Impaired vascular function with age and RhoGTPase.

Aging increases oxidative stress, inflammation, cellular senescence, and decreases autophagy in the vasculature [1]. Vascular remodeling and arterial stiffening of large conduit arteries occur due to an increase in collagen deposition and elastin fragmentation resulting in a decrease in compliance. In older arteries, increased activation of RhoA leads to an increase in basal tone in the vasculature. RhoA-ROCK signaling is vital in the expression of contractile proteins in vascular smooth muscle cells. However, sustained RhoGTPase activation leads dedifferentiation of SMC and vascular remodeling [2]. Protein kinase G regulates vascular tone by inhibition of RhoA by phosphorylation. PKG levels decrease with age, which could lead to enhanced vasoconstriction of arteries [1]. Vasoconstriction and impaired vasodilation reduce lumen diameter, increase wall-to-lumen ratio, and inward remodeling of small arteries.
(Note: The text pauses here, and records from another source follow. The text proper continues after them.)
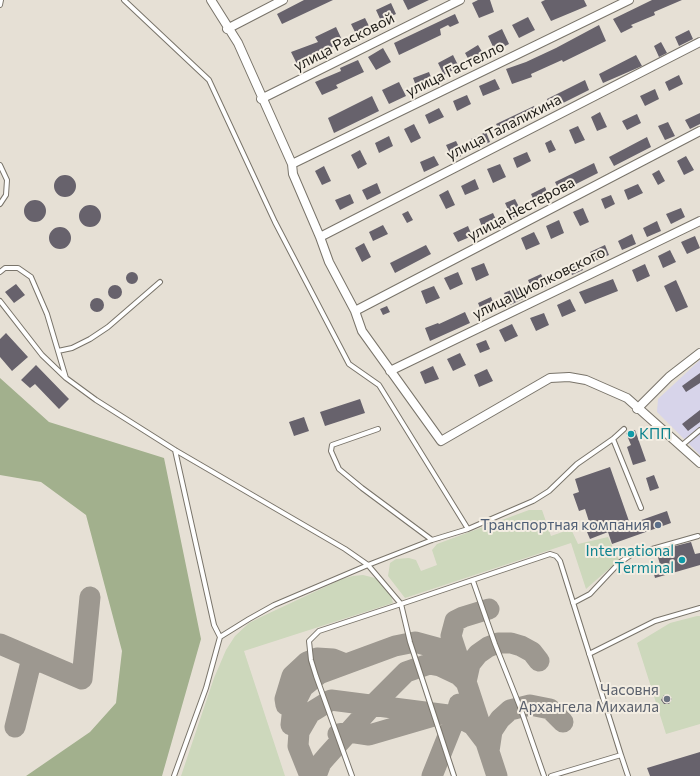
<!DOCTYPE html>
<html>
<head>
<meta charset="utf-8">
<style>
	body { margin:0 }
	canvas { display:block; background:#e6e0d5 }
</style>
</head>
<body>
<canvas width="700" height="776"></canvas>
<script>
const g = document.querySelector('canvas').getContext('2d');
g.lineJoin = 'round';
function fillPath(path, color) {
  g.fillStyle = color;
  g.fill(path, 'evenodd');
}
function poly(rows) {
  const path = new Path2D();
  for (const r of rows) {
    if (r.length === 3) {
      path.moveTo(r[0] + r[2], r[1]);
      path.arc(r[0], r[1], r[2], 0, 2 * Math.PI);
      continue;
    }
    path.moveTo(r[0], r[1]);
    for (let i = 2; i < r.length; i += 2) path.lineTo(r[i], r[i + 1]);
  }
  return path;
}
function trace(path, color, width, dash) {
  g.strokeStyle = color;
  g.lineWidth = width;
  g.lineCap = dash ? 'butt' : 'round';
  g.setLineDash(dash || []);
  g.stroke(path);
}
function drawText(font, color, halo, rows, align = 'center') {
  g.font = font + ' Commissioner,sans-serif';
  g.lineWidth = 4;
  g.setLineDash([]);
  g.textBaseline = 'middle';
  g.strokeStyle = halo;
  g.fillStyle = color;
  for (const [text, x, y, turn = 0] of rows) {
    g.save();
    g.translate(x, y);
    g.rotate((+turn || 0) * Math.PI / 180);
    g.textAlign = isNaN(turn) ? turn : align;
    if (halo) g.strokeText(text, 0, 0);
    g.fillText(text, 0, 0);
    g.restore();
  }
}
fillPath(poly([
	[700,360,700,455,657,412,658,399]
]), '#d7d4ea');
fillPath(poly([
	[529,510,542,510,551,536,571,529,578,544,608,537,619,560,586,589,571,543,405,598,388,576,390,563,396,559,409,558,416,560,421,571,437,565,432,550,437,544],
	[363,575,375,578,382,582,390,592,393,603,244,651,285,776,181,776,214,678,226,650,235,636,249,623,263,616,342,579,353,576],
	[697,616,700,616,700,724,666,734,637,643,670,623]
]), '#cdd8bc');
fillPath(poly([
	[0,378,49,422,164,458,201,639,162,776,26,776,90,732,116,703,122,651,86,515,41,482,0,475]
]), '#a2b08d');
trace(poly([
	[489,609,463,617,455,621,451,636,497,776],
	[0,644,82,679,90,597],
	[286,705,285,699,292,676,307,662,317,658,333,659,343,663],
	[291,725,293,707,303,687,319,674,395,646,415,642,437,648,455,664,460,672],
	[15,727,32,658],
	[338,734,349,732,369,735,434,716],
	[489,751,492,731,500,719,510,710,530,705,550,709,563,722],
	[310,776,298,746,299,732,310,713,331,700,456,716,473,725,486,742],
	[316,776,321,763,327,756,373,705,406,672,429,664,440,666,459,675,466,682,470,664,478,654,488,647,498,643,511,643,521,646,532,652,539,661],
	[432,776,456,716,459,704]
]), '#9d9890', 21);
fillPath(poly([
	[304,0,333,0,282,24,277,14],
	[403,0,429,0,408,10],
	[478,0,490,0,494,12,479,18,472,3],
	[545,0,584,0,587,6,551,21,541,2],
	[652,0,682,0,654,12,655,15,631,25,633,27,621,33,613,19],
	[391,3,396,14,381,21,376,10],
	[455,14,459,23,450,27,448,25,440,29,441,35,399,55,394,43],
	[528,17,535,30,519,38,512,25],
	[365,18,370,28,356,34,351,24],
	[599,25,606,41,563,62,562,60,531,74,532,77,512,84,506,69,526,62,556,48],
	[336,27,343,42,297,64,291,52,318,42,315,37],
	[502,29,509,44,495,51,488,36],
	[689,30,693,39,679,46,675,37],
	[661,42,667,53,659,57,654,46],
	[478,45,484,55,470,62,465,53],
	[383,48,391,62,376,70,368,57],
	[453,55,459,67,444,75,438,63],
	[636,55,642,66,603,83,599,74],
	[358,60,364,72,336,85,338,88,322,95,315,82,341,71,340,68],
	[429,72,434,85,418,91,413,78],
	[679,75,683,84,669,91,665,82],
	[495,79,500,89,483,96,479,86],
	[585,80,589,90,551,109,547,99],
	[399,82,406,96,389,104,382,90],
	[655,89,659,99,645,106,640,96],
	[467,95,471,104,457,111,453,101],
	[372,96,379,111,334,133,328,118],
	[534,106,539,115,501,133,496,124],
	[439,108,444,117,429,124,425,115],
	[600,112,607,127,597,131,591,117],
	[700,113,700,124,690,129,685,120],
	[637,114,641,123,627,130,622,121],
	[668,122,675,136,665,140,658,126],
	[414,124,421,138,411,143,404,129],
	[578,126,585,140,575,144,569,130],
	[486,132,490,142,476,148,471,139],
	[389,136,393,146,379,153,375,143],
	[647,137,651,147,614,166,609,157],
	[551,140,556,150,549,153,545,143],
	[456,141,463,155,453,160,446,145],
	[360,150,367,164,358,169,351,155],
	[527,152,531,161,517,168,513,158],
	[434,156,439,165,424,172,420,162],
	[686,156,694,170,684,175,677,161],
	[594,163,598,173,560,192,555,182],
	[500,164,506,177,493,183,487,169],
	[324,166,331,181,322,185,315,171],
	[659,170,665,181,658,185,652,174],
	[65,186,11],
	[475,179,479,189,465,195,461,186],
	[377,183,381,193,367,200,362,190],
	[638,184,643,193,628,200,624,190],
	[545,187,549,197,535,203,531,194],
	[448,190,455,205,446,209,439,195],
	[350,194,354,203,340,210,335,200],
	[611,195,615,204,605,209,601,199],
	[515,199,522,213,512,218,505,203],
	[35,211,11],
	[90,216,11],
	[583,208,589,222,580,226,573,212],
	[681,208,685,217,671,224,666,214],
	[408,211,413,220,407,223,402,214],
	[493,213,497,222,483,229,479,219],
	[559,220,564,233,551,239,546,226],
	[657,221,661,231,647,237,643,228],
	[383,225,388,234,373,241,369,232],
	[468,226,472,236,458,242,453,233],
	[60,238,11],
	[534,232,540,244,526,250,521,238],
	[632,234,636,244,622,250,618,241],
	[695,236,700,248,687,254,681,242],
	[364,243,371,257,362,262,355,248],
	[426,245,431,254,395,273,390,263],
	[605,245,609,255,595,261,590,252],
	[670,250,676,262,663,268,658,256],
	[578,261,583,270,572,275,568,265],
	[484,263,489,275,476,281,471,268],
	[645,264,650,276,637,282,632,270],
	[458,272,463,284,450,290,444,278],
	[132,278,6],
	[541,274,547,286,533,292,528,280],
	[613,279,618,291,585,304,579,292],
	[676,280,688,307,676,312,664,286],
	[16,284,25,295,14,303,5,292],
	[115,292,7],
	[434,286,440,298,426,304,421,291],
	[518,287,523,299,510,305,504,293],
	[491,297,496,310,483,315,478,303],
	[97,305,7],
	[570,299,576,311,562,317,557,305],
	[387,306,390,312,383,315,380,309],
	[465,312,470,323,430,341,425,328,438,323,439,324],
	[544,313,549,325,536,331,530,318],
	[512,324,518,336,505,342,499,330],
	[6,333,28,357,12,371,0,357,0,339],
	[486,340,490,349,480,353,476,344],
	[460,353,466,365,453,371,447,359],
	[36,365,69,399,59,409,35,384,30,388,21,380],
	[433,366,439,379,425,384,420,372],
	[487,369,493,381,479,387,474,375],
	[700,373,700,383,686,392,682,386],
	[360,399,365,413,325,426,320,412],
	[700,410,700,422,688,431,682,424],
	[304,417,309,431,294,436,289,422],
	[635,430,646,461,633,465,627,447,631,445,626,433],
	[610,467,630,524,667,511,671,523,612,544,608,532,590,539,587,532,592,531,585,509,579,511,573,494,579,492,575,479],
	[654,475,659,488,650,491,646,478],
	[691,542,695,554,700,553,700,565,655,578,652,566,660,564,656,551],
	[664,695,669,695,672,699,669,704,664,704,661,700],
	[700,752,700,776,650,776,647,768]
]), '#67626c');
const lane = poly([
	[124,0,209,80,275,222,349,364,379,385,468,529],
	[0,5,1,0],
	[0,165,7,180,6,195,0,204],
	[0,272,5,268,18,268,31,277,47,314,66,378],
	[0,301,42,355,66,378,96,400,175,450,345,549,368,565,432,540,468,529,533,501,549,491,577,464,613,439,624,429],
	[58,351,72,348,90,339,108,327,160,282],
	[378,429,332,445,331,451,339,469,362,488,432,540],
	[613,439,641,508],
	[681,446,700,430],
	[175,450,214,625,220,637],
	[473,581,495,644,520,707,544,776],
	[573,603,590,594,619,563,631,555,698,536],
	[589,654,655,621,700,608],
	[621,755,628,776],
	[174,776,206,688,220,637,249,619,274,605,368,565,401,604,550,554,556,556,560,561,621,755,551,776],
	[352,776,316,676,311,660,309,641,319,631,401,604,410,642,454,776]
]);
const street = poly([
	[211,0,238,43,292,164,293,174,320,237,329,262,355,311,362,331,441,441,550,378,569,377,586,380,627,398,700,463],
	[227,29,283,0],
	[261,99,460,0],
	[292,164,629,0],
	[320,237,700,42],
	[355,311,700,131],
	[390,371,700,221],
	[637,409,669,377,700,353]
]);
trace(lane, '#79746a', 6);
trace(street, '#79746a', 10);
trace(lane, '#fff', 4);
trace(street, '#fff', 8);
for (const [x, y, r, color] of [
	[631,434,4,"#0f9aa8"],
	[658,525,4,"#5c6f8a"],
	[682,560,4,"#0f9aa8"],
	[667,699,4,"#6b7280"]
]) {
  const dot = new Path2D();
  dot.arc(x, y, r, 0, 2 * Math.PI);
  g.fillStyle = color;
  g.fill(dot);
  trace(dot, '#f3ede2', 1.5);
}
drawText('15px', '#1d1b17', '#f3ede2', [
	["улица Расковой",344,42,-27],
	["улица Гастелло",455,69,-26],
	["улица Талалихина",504,127,-27],
	["улица Нестерова",521,209,-28],
	["улица Циолковского",539,283,-26]
]);
drawText('15px', '#0d838f', '#f3ede2', [
	["КПП",639,434],
	["International",674,551,"right"],
	["Terminal",674,568,"right"]
], 'left');
drawText('15px', '#4e5e75', '#f3ede2', [
	["Транспортная компания",650,525]
], 'right');
drawText('15px', '#5b616d', '#f3ede2', [
	["Часовня",659,690],
	["Архангела Михаила",659,707]
], 'right');
</script>
</body>
</html>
Arterial calcification also contributes to vessel stiffness, and is associated with an increase in the transcription factor Runx2, and type I collagen expression in smooth muscle cells. RhoA suppresses the expression of Klotho, a membrane protein associated with longevity [1]. In the Klotho (-/-) aging mouse model, osteoblast-like cells express RUNX-2 in the calcified media, which was attenuated by inhibition of the RhoA-ROCK pathway [3]. Vascular protection due to statins may include their ability to increase Klotho expression. Aging dependent increases in extracellular matrix lead to arterial stiffening in mouse models, which is decreased by inhibitors of RhoA-ROCK signaling.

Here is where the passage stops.